Re:Patents and You (Score:4)
One patents an implementation the other an idea. If you want to come up with your own device to start a car with a button you're free to do so. If you want to come up with your own way to make a site with '1 click shopping' you can't!! because they patented ALL the possible ways to do it (in effect).
thats just wrong.
"just connect this to..."
BZZT.
Re:How fickle (Score:2)
Explosives, guns and cocaine, yes. Slaves and kiddie porn, no. People have no right to something someone else must provide (especially if they must provide it against their will) -- ruling out ownership of slaves, and making kids have sex in front of a camera.
But people do have a right to own explosives, guns and cocaine.
- - - - -
Patents almost killed computing (Score:2)
To quote the site:
"On October 19, 1973, US Federal Judge Earl R. Larson signed his decision following a lengthy court trial which declared the ENIAC patent of Mauchly and Eckert invalid and named Atanasoff the inventor of the electronic digital computer -- the Atanasoff-Berry Computer or the ABC."
Atanasoff had filed for the patent right before World War II, but Iowa State University forgot to submit it, so it never went through. ENIAC was basically modeled after one of the two guys came to ISU and copied down the stuff Atanasoff had in his computer.
Computers wouldn't be cheap now and the Personal Computing craze would have been set back about a decade had that Judge not ruled as he did. It might not have happened at all in fact. Depends on how you look at it.

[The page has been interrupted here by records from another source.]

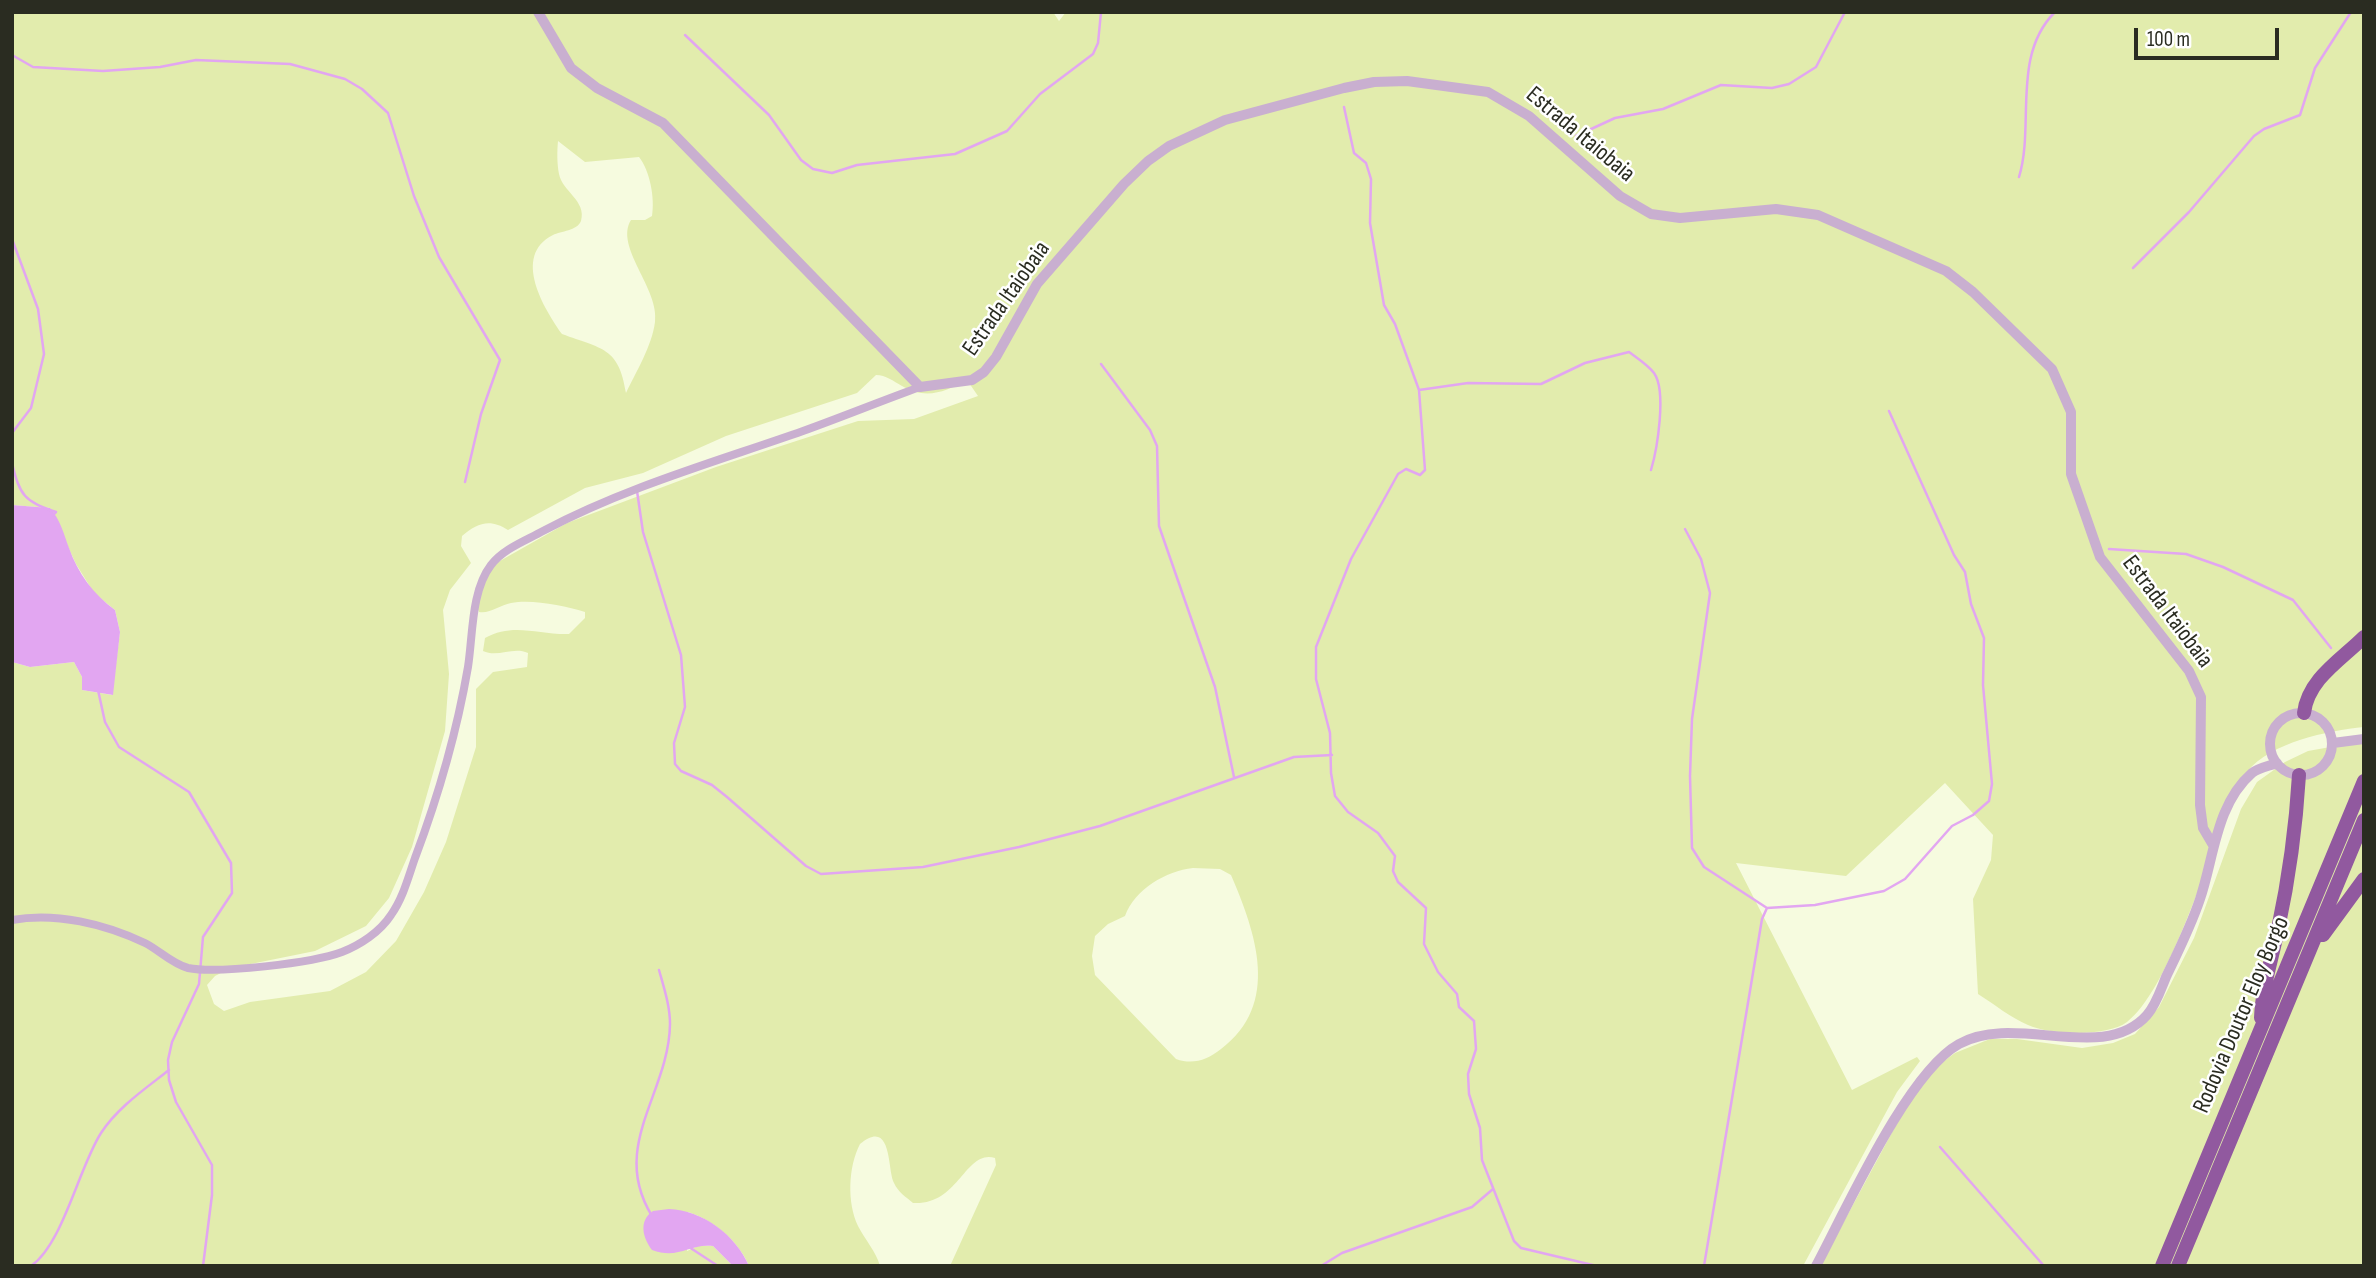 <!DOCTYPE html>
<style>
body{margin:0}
#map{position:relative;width:2376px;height:1278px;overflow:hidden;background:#f6fbdf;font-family:"Sofia Sans Condensed",sans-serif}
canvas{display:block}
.frame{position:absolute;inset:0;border:14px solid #2a2c21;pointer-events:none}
.scale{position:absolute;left:2134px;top:28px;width:145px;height:32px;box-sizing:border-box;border:4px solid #2a2c21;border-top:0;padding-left:9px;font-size:21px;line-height:24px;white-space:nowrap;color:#2a2c21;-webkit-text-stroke:5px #fff;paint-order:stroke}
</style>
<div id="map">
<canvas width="2376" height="1278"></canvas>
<div class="frame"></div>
<div class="scale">100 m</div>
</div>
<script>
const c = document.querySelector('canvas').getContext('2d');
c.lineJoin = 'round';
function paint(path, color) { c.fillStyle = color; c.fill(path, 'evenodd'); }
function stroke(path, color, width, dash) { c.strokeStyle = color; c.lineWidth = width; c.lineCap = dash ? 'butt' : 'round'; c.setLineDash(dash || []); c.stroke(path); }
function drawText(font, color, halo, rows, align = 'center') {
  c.font = font + ' "Sofia Sans Condensed",sans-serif'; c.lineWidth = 5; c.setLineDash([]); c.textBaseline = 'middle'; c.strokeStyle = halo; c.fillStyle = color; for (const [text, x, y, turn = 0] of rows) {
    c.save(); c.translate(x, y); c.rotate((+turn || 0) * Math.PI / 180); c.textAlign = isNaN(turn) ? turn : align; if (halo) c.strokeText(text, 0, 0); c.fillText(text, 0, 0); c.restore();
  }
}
paint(new Path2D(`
 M12,12H1053L1059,21L1066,12H2364V727C2327,731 2271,742 2247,772C2236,786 2230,810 2223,826C2202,875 2167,991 2127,1022C2107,1037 2050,1035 2028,1025C2011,1018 1994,1004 1978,994L1973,899L1991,860L1993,835L1945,783L1846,876L1736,863L1852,1090L1917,1057L1920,1061L1897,1092L1803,1266H950L996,1165L995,1158C965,1149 959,1206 913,1203C906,1197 898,1192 894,1183C887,1171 893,1117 860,1144C848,1167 847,1203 858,1226C865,1240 876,1251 880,1266H749C739,1241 713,1220 688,1212L687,1251L698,1246H713L733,1266H12V662L30,667L74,662L82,677V690L112,695L120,632L115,610L94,593L76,564L50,508L12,505ZM558,141L585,162L639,157C650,171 655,198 652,216L645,220H631C614,247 660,289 655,322C652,346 636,372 626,393C619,347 602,349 562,334C545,310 511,256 553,235C561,231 577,231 581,221C587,201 562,191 559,174C557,164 557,151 558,141ZM876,375C886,375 893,381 902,386C926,400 945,392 967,380L978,396L914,419L858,421L716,467L567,523L491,566L476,603L479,612C490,614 500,605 511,603C533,599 564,606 585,612V618L569,634C539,635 513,622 485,638L483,651C498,658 513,646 528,653L527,667L493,672L476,689V747L446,842L424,892L396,941L366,972L330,991L250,1002L224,1011L214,1004L207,985L215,976L231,968L315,951L366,926L389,898L412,847L445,731L449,674L443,610L450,590L471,563L461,546L462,536C477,523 490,518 508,530L585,488L643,473L726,436L857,393ZM1193,868L1220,869L1231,875C1256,933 1281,1004 1221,1049C1207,1060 1193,1065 1176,1059L1095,975L1092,956L1095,936L1108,924L1125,916C1135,889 1166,871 1193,868Z
 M2364,741V1266H1820L1910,1099L1929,1072L1955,1053L1990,1039H2017L2082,1048L2113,1043L2135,1034L2159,1007L2194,938L2241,809L2257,782L2285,762L2308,751Z`), '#e2ecad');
paint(new Path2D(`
 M12,505L50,508C61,521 63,532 69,548C78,573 93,594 115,610L120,632L113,695L82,690V677L74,662L30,667L12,662Z
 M669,1209C702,1210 736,1235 749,1266H733L713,1246C689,1243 679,1260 652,1250C643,1238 638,1221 653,1211Z`), '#e2a6f1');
stroke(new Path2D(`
 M685,35L769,115L801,160L813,169L832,173L857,165L955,154L1007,131L1040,94L1093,54L1098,43L1101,12
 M12,55L33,67L103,71L160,67L196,60L290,64L345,79L362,89L388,113L414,196L439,257L500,360L481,414L465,482
 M1344,107L1354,153L1366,163L1371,179L1370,223L1384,305L1395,324L1419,390L1425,470L1420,475L1406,469L1398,474L1351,559L1316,647V679L1330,733L1331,773L1335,796L1348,812L1378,833L1395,856L1393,871L1398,882L1426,908L1424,944L1438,972L1457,994L1459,1007L1474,1021L1476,1049L1468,1074L1469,1094L1480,1128L1482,1160L1514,1241L1521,1248L1597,1266
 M1576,136L1615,118L1663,109L1721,85L1772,88L1789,84L1816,67L1845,12
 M2019,177C2035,125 2011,56 2055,12
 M12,239L38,309L44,354L31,408L12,433
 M2133,268L2189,212L2254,136L2264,129L2300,115L2315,68L2351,12
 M1101,364L1150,430L1157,446L1159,526L1215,687L1234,777
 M1419,390L1468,383L1541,384L1585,363L1629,352C1637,358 1648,365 1654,373C1667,391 1657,450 1651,470
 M12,463C20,496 24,501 56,512L53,515
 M637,491L643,532L681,655L685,707L674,743L675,764L681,771L712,785L727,797L806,866L821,874L923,867L1019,847L1100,826L1294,757L1332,755
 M1685,529L1701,559L1710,593L1692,719L1690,776L1692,848L1704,867L1767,908L1815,905L1884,891L1905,879L1952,826L1973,815L1989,801L1992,784L1983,685L1984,638L1971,604L1965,572L1954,555L1889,411
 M2109,549L2186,554L2223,567L2293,600L2331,648
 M98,690L105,722L119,747L189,792L231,863L232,893L203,937L199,984L172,1042L168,1060L169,1080L176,1102L212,1165V1195L203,1266
 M1940,1147L2044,1266
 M652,1216C609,1146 669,1094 670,1024C670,1006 664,988 659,970
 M689,1247L718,1266
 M31,1266C63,1244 79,1167 101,1133C118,1107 145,1089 169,1070
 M1321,1266L1342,1253L1472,1207L1493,1189
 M1704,1266L1762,919L1767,908`), '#e2a6f1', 2.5);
stroke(new Path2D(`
 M12,920C56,912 105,924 145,943C159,950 172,964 188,968C217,974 313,963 342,952C360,945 380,932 391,915C403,898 408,878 415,858C438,797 457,731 468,667C473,635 471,591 491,565C503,549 525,541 543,531C626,487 715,462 803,431C842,417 881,401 920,387`), '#c9afd0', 8);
stroke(new Path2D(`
 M538,12L571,68L597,88L663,123L920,387L972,380L984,372L996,357L1037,284L1124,184L1148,161L1169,146L1225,120L1344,88L1374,82L1407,81L1488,92L1529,116L1620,196L1651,214L1680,218L1776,209L1818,215L1946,271L1973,292L2052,369L2071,412V474L2100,557L2189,671L2201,697L2200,805L2203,828L2213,845
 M2270 744a31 31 0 1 1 62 0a31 31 0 1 1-62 0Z
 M2333,743L2364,739
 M1816,1266C1846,1210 1907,1073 1959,1044C2015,1012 2103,1065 2147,1015C2156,1005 2161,989 2166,977C2178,952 2191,926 2200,899C2214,858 2216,804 2252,773C2258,768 2269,766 2277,763`), '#c9afd0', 10);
stroke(new Path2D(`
 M2304,713C2308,679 2341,660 2364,637
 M2323,935L2364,879
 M2261,1018C2262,988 2272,959 2278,929C2289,878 2296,826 2299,775
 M2162,1266L2364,781
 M2178,1266L2364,820`), '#91599f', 14);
drawText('24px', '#2a2c21', '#fff', [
 ["Estrada Itaiobaia",1580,135,40],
 ["Estrada Itaiobaia",1007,299,-55],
 ["Estrada Itaiobaia",2167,612,53],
 ["Rodovia Doutor Eloy Borgo",2242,1015,-67]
]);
</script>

I just find it funny how some of the biggest advancements in technology take place because of failed patenting efforts. Patenting the compuer sounds stupid now, but someone owns the patent on v.90, on USB, and other assorted items that I find ridiculous today.
One-click shopping can be patented, but it's never One-click anyway. You always have to verify. So someone can come up with "Two-click" shopping and if there is a lawsuit because it resembles one click. They'll win, and two-click shopping will be widely used. I don't know what the big deal is about there actually being a patent on a widely used item.